Brownfield: New Feature
Scenario: The project already uses ForgeCraft. You need to add a feature. This recipe ensures the new feature is spec-first, gate-compliant, and doesn’t drift from the existing architecture.
Step 1 — Refresh the spec context
Before adding anything, verify the project is in a clean state:
forgecraft_actions({
action: "check_cascade",
project_dir: "/path/to/your-project"
})
If cascade is blocked, fix it first. Adding a feature on top of a broken cascade compounds the drift.
Step 2 — Extend the spec documents
Add the new feature to docs/PRD.md and docs/use-cases.md:
PRD: Add a new numbered goal for the feature. Add non-goals that scope it explicitly.
Use cases: Add UC-NNN entries. Each use case needs:
- Precondition (what state the system is in)
- Actor (who initiates)
- Action (what they do)
- Postcondition (what the system state is after)
ADR (if applicable): If the feature requires an architectural decision (new dependency, changed data model, new integration), write an ADR before implementing.
Step 3 — Run audit to check for drift
forgecraft_actions({
action: "audit_project",
project_dir: "/path/to/your-project"
})
Audit compares the spec against the current codebase.

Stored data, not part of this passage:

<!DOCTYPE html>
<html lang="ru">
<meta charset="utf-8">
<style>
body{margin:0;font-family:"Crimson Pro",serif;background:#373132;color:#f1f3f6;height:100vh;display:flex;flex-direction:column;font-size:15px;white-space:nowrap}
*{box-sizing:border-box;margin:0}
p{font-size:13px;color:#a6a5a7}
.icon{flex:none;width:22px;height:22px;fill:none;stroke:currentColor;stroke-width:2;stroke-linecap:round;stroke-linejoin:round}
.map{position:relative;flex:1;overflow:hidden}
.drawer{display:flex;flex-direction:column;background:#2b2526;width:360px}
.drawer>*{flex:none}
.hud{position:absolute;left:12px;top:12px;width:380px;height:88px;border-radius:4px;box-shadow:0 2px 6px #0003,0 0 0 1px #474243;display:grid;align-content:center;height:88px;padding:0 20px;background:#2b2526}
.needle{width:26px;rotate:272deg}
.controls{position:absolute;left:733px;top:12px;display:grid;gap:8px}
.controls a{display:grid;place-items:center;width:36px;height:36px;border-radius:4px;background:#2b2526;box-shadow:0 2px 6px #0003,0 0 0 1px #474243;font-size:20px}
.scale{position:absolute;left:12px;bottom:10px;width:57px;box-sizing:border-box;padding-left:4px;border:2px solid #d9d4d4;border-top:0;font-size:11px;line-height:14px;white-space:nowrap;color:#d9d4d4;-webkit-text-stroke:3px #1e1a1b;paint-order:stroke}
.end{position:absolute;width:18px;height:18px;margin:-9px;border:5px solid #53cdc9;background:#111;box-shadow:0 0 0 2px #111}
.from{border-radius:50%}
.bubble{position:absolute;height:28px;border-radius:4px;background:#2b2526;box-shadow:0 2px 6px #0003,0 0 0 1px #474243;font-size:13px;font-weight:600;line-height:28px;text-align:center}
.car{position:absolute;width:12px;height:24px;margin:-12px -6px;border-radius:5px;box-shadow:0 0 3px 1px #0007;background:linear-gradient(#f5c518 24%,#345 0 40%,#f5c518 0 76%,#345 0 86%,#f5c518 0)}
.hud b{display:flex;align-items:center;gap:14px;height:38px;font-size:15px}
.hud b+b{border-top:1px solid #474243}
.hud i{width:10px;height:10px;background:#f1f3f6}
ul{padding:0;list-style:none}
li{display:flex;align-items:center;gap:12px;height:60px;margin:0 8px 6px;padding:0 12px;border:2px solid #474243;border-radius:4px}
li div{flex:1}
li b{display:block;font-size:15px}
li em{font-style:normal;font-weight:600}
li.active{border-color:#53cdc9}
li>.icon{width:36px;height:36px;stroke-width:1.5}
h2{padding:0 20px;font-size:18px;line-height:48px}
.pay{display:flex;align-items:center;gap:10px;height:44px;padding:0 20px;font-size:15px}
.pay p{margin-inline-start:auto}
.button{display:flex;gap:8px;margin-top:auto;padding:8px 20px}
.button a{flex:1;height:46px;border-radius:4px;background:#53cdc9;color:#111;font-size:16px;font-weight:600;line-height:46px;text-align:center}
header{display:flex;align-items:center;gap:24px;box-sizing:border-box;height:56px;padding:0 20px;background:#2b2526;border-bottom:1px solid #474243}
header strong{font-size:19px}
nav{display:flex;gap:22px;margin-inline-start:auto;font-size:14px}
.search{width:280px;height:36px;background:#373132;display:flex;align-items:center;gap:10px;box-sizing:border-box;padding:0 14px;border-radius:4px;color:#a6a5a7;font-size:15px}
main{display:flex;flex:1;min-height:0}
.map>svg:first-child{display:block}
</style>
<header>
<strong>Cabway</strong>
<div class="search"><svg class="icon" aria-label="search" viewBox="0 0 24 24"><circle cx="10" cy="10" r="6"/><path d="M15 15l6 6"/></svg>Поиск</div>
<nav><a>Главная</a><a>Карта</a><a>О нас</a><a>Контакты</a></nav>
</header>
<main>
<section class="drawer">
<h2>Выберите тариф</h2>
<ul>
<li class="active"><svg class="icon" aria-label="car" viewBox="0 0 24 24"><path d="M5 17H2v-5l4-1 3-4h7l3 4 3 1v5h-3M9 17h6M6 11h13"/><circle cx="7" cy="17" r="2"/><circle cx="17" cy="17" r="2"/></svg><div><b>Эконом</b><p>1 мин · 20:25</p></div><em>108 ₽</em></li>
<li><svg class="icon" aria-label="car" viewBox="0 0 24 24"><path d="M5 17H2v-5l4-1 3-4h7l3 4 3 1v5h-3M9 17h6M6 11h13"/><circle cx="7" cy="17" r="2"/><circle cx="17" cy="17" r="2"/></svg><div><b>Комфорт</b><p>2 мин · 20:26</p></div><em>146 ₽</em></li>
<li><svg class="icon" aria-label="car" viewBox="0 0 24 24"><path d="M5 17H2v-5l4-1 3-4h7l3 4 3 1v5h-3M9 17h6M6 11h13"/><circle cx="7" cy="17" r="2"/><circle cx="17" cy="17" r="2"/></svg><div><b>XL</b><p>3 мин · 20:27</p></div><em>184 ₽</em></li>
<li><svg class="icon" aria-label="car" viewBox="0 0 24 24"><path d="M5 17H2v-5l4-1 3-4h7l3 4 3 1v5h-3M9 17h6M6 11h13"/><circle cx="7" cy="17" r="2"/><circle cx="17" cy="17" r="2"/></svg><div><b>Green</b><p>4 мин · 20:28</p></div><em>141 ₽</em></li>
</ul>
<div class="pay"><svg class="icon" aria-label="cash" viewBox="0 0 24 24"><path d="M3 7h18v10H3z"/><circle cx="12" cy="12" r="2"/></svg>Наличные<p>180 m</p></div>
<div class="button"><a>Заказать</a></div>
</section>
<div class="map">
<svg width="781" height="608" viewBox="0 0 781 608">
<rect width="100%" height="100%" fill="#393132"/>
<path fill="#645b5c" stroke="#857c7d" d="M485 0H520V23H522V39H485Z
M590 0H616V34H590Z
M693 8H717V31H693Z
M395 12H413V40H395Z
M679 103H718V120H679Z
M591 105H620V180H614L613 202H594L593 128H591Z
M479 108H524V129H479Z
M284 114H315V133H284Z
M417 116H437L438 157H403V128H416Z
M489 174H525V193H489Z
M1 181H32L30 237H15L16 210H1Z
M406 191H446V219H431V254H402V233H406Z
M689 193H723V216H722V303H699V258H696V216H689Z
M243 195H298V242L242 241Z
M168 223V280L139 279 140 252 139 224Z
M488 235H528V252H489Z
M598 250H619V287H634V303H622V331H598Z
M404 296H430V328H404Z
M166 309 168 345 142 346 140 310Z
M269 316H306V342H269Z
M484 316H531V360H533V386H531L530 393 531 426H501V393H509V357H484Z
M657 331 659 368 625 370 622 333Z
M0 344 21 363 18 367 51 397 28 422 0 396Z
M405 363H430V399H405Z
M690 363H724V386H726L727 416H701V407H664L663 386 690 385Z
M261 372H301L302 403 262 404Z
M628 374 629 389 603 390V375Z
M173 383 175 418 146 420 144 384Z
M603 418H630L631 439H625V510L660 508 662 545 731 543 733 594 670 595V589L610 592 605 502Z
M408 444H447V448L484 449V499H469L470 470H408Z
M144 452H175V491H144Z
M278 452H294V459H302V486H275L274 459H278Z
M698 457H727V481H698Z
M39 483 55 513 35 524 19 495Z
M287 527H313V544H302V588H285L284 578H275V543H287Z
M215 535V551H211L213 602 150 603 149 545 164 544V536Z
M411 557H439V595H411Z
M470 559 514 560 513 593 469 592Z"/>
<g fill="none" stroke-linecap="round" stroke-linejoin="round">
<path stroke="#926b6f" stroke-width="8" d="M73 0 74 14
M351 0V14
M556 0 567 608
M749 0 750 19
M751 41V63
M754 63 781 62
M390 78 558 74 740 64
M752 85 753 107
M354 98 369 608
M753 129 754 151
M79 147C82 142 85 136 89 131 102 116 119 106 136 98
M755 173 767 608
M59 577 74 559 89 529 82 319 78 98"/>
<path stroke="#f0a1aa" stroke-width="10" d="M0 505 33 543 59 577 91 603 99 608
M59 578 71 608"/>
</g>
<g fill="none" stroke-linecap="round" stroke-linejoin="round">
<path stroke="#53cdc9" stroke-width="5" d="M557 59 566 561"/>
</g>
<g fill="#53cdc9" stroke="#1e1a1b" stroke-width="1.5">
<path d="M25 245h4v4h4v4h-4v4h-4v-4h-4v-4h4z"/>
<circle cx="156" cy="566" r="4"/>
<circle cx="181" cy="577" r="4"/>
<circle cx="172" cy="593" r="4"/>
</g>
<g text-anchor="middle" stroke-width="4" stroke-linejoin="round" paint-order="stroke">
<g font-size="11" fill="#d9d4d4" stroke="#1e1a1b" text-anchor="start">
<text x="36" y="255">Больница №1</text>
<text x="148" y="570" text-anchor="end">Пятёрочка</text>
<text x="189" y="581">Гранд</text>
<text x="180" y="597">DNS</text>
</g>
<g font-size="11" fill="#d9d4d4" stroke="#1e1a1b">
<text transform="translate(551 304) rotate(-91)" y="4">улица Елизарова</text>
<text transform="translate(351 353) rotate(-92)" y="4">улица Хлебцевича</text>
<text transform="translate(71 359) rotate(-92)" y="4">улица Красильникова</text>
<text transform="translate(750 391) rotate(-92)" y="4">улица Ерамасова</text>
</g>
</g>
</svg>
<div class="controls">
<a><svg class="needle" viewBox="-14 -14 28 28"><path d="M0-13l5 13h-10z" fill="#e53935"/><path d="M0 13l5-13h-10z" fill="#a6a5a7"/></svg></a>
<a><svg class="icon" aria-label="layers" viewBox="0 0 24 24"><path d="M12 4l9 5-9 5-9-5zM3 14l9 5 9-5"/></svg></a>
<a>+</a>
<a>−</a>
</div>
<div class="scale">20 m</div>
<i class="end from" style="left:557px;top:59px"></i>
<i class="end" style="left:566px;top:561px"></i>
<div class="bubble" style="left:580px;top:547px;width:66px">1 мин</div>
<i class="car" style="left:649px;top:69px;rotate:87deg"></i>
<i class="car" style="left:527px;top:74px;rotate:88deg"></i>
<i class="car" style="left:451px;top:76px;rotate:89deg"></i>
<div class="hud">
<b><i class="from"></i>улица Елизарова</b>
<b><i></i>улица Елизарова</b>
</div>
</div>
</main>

It will flag:
- Use cases with no corresponding test coverage
- Spec goals with no implementation path
- Gates that are newly failing due to the spec addition
Fix any audit failures before implementing the new feature.
Step 4 — Generate a feature session prompt
forgecraft_actions({
action: "generate_session_prompt",
project_dir: "/path/to/your-project",
loop: 1,
feature: "UC-NNN"
})
The session prompt is scoped to the new use cases. It includes the existing architecture context so the AI doesn’t reinvent patterns.
Step 5 — Implement via TDD
Same as Post-Setup First Cycle Steps 2–4. The key constraint: no changes to existing tests unless you are fixing a regression caused by the new feature.
If implementing the feature requires changing an existing test, that means you are changing behavior. Write an ADR for the behavior change before modifying the test.
Step 6 — Close the cycle
forgecraft_actions({
action: "close_cycle",
project_dir: "/path/to/your-project"
})
close_cycle for a brownfield feature also checks:
- No existing tests regressed
- New use cases have corresponding tests
- Gate compliance maintained
Common Pitfalls
Pitfall: Adding code without updating the spec. The audit will catch this on the next run, but the drift accumulates silently between runs. Fix: PRD and use-cases first. Always.
Pitfall: Reusing an existing service for the new feature in a way that changes its behavior. Fix: Open/Closed Principle. Extend via new method or new service; do not modify existing behavior.
Pitfall: Skipping the ADR for a significant architectural change (“it’s just a small feature”). Fix: If you used “and” to describe what the feature does, it needs a use case. If you chose between two valid implementation approaches, it needs an ADR.